You’ve no doubt heard by now that this “safer at home” season is a time of opportunity. I’ve heard some great success stories about people finding new jobs, about people learning new skills, about people enjoying their families more, and about creative business ideas (like being able to invite a llama to your next Zoom meeting. Goat 2 Meeting is so popular they have a waitlist.)

But what if you’re not measuring up? What if you’ve taken to heart the advice to figure out what you want to be proud of when you look back on this time when it’s all said and done, but you are frustrated and scared that you’re not going to have anything meaningful to point to?

You’re worried because you care about growth…

If I’m talking to you, please know this: that you are worried about significance and meaning during this time means you care. You are demonstrating that you want to grow and you want to succeed. You may need to change your perspective in order to understand that you are likely already growing and already succeeding.
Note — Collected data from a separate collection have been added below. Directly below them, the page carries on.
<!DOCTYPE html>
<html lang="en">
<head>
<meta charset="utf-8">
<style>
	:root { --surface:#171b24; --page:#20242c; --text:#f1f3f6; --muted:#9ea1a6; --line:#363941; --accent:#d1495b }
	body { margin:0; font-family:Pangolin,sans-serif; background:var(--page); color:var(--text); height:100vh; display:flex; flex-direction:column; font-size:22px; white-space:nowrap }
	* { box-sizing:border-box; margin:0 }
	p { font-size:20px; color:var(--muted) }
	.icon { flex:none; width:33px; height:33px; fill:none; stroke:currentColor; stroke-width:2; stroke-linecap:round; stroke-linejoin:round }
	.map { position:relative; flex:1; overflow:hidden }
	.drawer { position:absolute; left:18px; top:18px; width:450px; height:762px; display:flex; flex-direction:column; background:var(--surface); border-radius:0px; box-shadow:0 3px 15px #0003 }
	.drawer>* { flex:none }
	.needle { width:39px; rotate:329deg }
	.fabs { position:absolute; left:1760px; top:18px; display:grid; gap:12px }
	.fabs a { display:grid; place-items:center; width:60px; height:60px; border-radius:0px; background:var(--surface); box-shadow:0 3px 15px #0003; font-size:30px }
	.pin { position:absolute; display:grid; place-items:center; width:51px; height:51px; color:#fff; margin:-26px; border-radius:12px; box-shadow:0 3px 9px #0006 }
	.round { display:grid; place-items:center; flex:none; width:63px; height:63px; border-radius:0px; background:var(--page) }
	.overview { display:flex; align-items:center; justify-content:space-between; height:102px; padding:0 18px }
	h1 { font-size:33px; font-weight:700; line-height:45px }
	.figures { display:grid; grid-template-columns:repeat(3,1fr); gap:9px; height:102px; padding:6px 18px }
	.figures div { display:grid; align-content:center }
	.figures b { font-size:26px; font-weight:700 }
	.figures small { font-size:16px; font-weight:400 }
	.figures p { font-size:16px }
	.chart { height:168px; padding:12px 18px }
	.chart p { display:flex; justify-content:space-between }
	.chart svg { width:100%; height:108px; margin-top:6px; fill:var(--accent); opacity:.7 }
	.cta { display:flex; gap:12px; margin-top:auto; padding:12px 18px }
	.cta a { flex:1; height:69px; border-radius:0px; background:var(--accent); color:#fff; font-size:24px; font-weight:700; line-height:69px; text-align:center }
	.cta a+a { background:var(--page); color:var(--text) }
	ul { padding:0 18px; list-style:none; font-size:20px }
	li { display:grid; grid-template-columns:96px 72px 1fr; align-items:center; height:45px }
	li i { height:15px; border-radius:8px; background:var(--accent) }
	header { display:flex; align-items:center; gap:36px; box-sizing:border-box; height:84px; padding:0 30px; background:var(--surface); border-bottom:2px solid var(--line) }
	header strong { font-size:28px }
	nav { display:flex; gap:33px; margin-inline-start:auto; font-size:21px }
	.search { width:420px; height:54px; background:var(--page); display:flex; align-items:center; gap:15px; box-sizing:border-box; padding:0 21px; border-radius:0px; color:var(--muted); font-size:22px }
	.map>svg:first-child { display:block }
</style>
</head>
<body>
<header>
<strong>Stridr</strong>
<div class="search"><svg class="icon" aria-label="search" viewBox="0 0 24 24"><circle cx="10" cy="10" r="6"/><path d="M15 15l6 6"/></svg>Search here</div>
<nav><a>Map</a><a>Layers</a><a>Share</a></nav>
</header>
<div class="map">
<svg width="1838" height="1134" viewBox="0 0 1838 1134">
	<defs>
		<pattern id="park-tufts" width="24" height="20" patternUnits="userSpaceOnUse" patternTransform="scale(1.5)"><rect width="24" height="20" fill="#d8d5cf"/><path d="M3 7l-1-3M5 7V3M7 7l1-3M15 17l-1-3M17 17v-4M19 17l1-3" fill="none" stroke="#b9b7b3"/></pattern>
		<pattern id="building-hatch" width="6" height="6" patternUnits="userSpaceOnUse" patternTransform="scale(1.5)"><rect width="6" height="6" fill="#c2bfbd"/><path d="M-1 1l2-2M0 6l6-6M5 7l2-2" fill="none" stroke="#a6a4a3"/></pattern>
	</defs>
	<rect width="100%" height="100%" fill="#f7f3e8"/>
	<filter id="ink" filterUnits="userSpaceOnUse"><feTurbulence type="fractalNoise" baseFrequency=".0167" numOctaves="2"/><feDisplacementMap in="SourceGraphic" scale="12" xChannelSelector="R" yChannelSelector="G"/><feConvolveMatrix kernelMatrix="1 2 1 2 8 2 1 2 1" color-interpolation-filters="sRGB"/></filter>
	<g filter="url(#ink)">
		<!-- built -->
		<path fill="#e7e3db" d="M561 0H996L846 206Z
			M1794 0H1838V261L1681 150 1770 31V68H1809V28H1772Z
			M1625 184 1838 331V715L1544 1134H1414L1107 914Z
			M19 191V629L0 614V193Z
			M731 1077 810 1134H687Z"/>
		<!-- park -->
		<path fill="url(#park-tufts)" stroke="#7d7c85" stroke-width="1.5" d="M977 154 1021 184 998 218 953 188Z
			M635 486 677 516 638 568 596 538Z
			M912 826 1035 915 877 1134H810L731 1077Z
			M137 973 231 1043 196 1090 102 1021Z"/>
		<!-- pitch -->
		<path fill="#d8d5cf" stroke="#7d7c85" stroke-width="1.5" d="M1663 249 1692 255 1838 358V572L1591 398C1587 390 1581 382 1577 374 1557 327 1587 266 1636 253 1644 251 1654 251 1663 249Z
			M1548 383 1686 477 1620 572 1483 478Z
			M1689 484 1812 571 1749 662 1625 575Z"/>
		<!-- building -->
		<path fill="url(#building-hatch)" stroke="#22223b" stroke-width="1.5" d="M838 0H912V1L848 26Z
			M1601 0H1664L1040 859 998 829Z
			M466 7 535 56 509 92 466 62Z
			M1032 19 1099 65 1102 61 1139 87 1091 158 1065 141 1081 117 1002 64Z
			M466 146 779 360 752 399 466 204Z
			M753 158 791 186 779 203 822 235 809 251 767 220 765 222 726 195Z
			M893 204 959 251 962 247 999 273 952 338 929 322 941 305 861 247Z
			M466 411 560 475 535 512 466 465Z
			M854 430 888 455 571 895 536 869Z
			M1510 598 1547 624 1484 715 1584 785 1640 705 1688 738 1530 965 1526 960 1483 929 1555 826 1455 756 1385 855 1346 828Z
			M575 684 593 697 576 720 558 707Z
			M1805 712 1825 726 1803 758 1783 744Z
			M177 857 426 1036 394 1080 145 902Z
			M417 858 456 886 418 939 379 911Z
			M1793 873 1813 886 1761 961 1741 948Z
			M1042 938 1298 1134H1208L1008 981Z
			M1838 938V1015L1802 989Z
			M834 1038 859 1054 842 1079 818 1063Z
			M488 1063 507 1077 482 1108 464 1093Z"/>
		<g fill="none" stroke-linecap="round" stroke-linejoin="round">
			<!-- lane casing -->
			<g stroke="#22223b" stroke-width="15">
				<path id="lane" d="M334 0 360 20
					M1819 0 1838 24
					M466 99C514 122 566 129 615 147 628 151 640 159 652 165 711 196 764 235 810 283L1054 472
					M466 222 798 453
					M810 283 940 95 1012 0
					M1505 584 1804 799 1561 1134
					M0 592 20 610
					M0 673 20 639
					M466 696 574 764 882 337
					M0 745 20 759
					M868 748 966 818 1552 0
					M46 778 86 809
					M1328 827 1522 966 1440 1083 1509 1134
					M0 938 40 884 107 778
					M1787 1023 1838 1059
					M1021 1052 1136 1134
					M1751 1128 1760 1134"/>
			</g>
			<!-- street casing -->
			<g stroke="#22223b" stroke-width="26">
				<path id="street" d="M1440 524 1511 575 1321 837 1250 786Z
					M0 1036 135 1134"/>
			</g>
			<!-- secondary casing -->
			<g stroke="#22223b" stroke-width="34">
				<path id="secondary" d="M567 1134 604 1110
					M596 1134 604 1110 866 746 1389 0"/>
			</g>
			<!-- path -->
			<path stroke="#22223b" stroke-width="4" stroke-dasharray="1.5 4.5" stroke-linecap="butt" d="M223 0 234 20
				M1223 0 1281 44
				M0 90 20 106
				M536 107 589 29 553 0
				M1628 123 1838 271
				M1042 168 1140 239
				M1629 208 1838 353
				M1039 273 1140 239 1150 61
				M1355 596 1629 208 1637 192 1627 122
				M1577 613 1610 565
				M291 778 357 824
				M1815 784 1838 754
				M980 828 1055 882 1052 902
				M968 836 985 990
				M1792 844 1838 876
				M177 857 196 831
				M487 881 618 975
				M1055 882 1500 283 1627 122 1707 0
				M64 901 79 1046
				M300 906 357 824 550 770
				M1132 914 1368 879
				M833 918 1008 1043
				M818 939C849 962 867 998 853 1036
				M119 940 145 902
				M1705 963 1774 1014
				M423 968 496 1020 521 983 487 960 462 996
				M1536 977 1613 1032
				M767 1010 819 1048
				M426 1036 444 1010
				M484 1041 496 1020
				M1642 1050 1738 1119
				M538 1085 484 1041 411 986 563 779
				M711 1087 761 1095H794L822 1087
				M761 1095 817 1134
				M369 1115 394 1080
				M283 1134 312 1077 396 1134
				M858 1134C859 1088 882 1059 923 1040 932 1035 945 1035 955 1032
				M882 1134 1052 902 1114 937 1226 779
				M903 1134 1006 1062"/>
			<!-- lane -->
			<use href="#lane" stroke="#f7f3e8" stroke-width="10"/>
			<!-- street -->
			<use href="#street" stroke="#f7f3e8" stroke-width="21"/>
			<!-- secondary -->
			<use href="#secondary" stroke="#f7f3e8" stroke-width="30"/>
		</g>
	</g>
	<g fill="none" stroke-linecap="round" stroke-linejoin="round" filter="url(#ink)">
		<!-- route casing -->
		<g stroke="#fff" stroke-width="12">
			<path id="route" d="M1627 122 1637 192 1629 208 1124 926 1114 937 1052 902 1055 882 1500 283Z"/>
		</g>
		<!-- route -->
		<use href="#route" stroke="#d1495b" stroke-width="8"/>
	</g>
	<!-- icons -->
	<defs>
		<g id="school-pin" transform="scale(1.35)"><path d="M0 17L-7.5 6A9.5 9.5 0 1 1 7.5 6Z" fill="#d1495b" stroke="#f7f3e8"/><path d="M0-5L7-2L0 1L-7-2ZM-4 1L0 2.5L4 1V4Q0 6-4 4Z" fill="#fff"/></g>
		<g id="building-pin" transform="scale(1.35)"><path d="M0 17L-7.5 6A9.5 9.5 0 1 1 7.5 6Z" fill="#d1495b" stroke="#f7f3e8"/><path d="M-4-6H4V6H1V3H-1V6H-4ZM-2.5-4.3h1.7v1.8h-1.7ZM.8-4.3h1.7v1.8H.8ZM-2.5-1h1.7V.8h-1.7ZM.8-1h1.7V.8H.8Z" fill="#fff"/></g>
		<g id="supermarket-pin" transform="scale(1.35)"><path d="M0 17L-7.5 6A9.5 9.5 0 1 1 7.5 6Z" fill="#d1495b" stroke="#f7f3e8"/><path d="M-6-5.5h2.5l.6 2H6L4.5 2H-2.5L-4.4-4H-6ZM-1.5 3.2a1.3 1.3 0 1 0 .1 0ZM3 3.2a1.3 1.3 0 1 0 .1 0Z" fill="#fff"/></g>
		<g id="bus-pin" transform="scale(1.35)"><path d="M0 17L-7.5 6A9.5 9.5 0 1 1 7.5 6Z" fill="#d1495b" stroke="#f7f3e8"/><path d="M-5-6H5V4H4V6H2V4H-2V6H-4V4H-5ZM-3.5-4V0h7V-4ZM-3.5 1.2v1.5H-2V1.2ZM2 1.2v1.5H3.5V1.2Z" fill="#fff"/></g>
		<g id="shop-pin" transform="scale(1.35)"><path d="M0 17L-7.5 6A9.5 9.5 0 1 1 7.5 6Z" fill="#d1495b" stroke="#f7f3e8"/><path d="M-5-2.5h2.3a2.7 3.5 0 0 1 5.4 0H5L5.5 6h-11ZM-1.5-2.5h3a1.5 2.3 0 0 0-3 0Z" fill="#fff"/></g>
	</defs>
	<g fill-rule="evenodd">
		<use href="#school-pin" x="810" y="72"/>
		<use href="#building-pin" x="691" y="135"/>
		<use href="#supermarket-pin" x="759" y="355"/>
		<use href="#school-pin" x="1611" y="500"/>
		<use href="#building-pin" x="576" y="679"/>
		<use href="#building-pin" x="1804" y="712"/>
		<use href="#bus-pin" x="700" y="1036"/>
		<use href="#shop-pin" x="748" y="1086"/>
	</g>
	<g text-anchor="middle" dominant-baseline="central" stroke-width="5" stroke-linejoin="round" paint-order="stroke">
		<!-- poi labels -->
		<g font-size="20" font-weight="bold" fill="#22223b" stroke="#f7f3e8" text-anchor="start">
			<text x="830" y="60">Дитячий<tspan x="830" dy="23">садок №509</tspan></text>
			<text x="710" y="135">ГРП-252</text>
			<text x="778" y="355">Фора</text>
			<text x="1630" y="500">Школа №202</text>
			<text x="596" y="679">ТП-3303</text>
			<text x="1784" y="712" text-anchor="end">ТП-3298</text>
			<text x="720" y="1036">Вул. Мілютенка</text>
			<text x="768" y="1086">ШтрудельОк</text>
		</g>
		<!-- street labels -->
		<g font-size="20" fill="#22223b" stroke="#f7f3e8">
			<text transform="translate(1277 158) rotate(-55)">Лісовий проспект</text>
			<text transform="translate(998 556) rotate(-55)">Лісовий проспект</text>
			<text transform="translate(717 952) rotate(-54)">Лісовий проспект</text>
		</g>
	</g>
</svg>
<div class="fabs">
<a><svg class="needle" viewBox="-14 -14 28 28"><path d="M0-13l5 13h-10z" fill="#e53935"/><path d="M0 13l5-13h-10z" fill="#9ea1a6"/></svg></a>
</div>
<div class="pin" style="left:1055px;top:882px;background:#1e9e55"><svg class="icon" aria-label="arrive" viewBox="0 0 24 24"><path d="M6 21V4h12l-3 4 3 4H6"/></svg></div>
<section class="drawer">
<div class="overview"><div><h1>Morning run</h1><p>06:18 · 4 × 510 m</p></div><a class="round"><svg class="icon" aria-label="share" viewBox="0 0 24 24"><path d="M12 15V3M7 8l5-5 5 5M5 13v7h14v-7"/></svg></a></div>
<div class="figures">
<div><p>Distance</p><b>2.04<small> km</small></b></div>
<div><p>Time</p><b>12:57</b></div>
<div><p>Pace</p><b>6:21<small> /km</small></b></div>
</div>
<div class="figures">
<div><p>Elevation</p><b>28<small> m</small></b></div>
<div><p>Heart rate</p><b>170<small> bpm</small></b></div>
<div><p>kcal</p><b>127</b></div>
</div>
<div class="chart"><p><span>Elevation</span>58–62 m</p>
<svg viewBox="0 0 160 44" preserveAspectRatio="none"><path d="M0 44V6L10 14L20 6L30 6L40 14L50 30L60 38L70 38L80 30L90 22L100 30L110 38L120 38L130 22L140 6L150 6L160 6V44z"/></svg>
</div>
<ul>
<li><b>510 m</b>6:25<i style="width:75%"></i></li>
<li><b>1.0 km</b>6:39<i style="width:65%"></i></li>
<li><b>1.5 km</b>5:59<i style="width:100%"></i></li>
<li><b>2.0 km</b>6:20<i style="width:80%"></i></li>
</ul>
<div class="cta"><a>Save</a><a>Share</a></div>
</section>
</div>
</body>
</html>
…but we can’t compare our growth and success to that of others

There’s not a life coach that I know of that will tell you that comparing yourself, your definition of success, your plan, or your results to others will ever make you happy or fulfilled. We must define success for ourselves, relative to our context. And everyone’s context is different, especially now.

Looking at my own situation, I see the Weight Watchers commercials features people who are still at it, exercising, losing weight, and succeeding, despite the circumstances. I see the various commercials featuring people creatively exercising in their living room. I say to myself, I should get more cardio in. Actually I say I should get any cardio in. I’ve been walking and doing some pushups, but I’m missing the cardio. I have been making excuses.

Change “I should” to “I will”

I recently heard a coach say that when we hear ourselves saying “I should” we should change that to “I will” and determine if it still resonates. “I will get my cardio in.” When I put it that way I must admit, I can overcome any of the excuses I’ve set forth for myself. With the zillion or so home workouts available for free or with the memberships I already have, there’s a handful that fit my needs and meet me where I’m at.

What if you change your “I should” to “I will” and it doesn’t resonate with you? Let’s say you hear about people taking online courses, listening to podcasts on self-growth and leadership, and you feel you are not keeping up. The following three steps can help you with the direction you should take:

  1. Catch yourself using “I should” language and use it as a trigger to evaluate what’s going on. The use of that language is probably an indication of underlying stress about not measuring up.
  2. Change the phrase to “I will”.
  3. Define what success looks like for you. When you say “I will” does that resonate with you? Is it important that you do that right now? If yes, then go do it! If it can wait, reevaluate it later.

Defining what success looks like for us individually is super important. I’m working with people who are young professionals living alone in apartments, with families with older children who can take care of themselves, with families who have younger children who need a lot of attention, with people building houses, and buying houses, and people taking care of their parents. Some people have extra time due to the situation and others are swamped, either with work or family or both. Success for everyone is going to look different.

Defining your own success

Be honest with yourself each day. Look around you and take inventory of what your skills are, what you value, the opportunities you have, and the person you want to be. Have grace with yourself. You may have a lot of aspirations competing at this time. Some of them are going to have to wait and you need to be OK with this.

For someone training for an Ironman, my goal of 20-30 minutes of HIIT training a day is not a definition of success. But it is for me. If I get caught up in comparing myself to a top athlete, I’ll be a puddle in no time (I’m not training hard enough, I’m not capable of performing at that level, I weigh too much, and on it goes). I take comfort in defining success for myself in a way that is positive and appropriate for me in this time.

Does that mean I shouldn’t pay attention to how a top trainer or athlete gets results? No! Learn from top performers. Listen to the coaches. Look at the results of others. Then decide for yourself what to take on and what not to take on that will lead to your individual success for the day.

tl;dr

Comparing your daily success to others, especially in this season, can lead to feelings of less-than and not measuring up. Your situation is unique, and you need to define success for you, and not using someone else’s goals, standards, or results as a measure. If you are finding yourself using the phrase “I should”, exchange it for “I will”. If it still resonates with you, then go do it. If it doesn’t then drop or delay it for now.

engineer your life

  • Monitor your thoughts and words throughout the day, looking for the phrase “I should”. Exchange it for “I will” and determine if that action is still appropriate.
  • The night before or early in the morning, jot down three things that when you accomplish them will mean you can say you have had a successful day. (Remember, these don’t have to be grand. For example, setting aside time to connect with someone outside or inside your home may be one of your value-driven goals for the day.)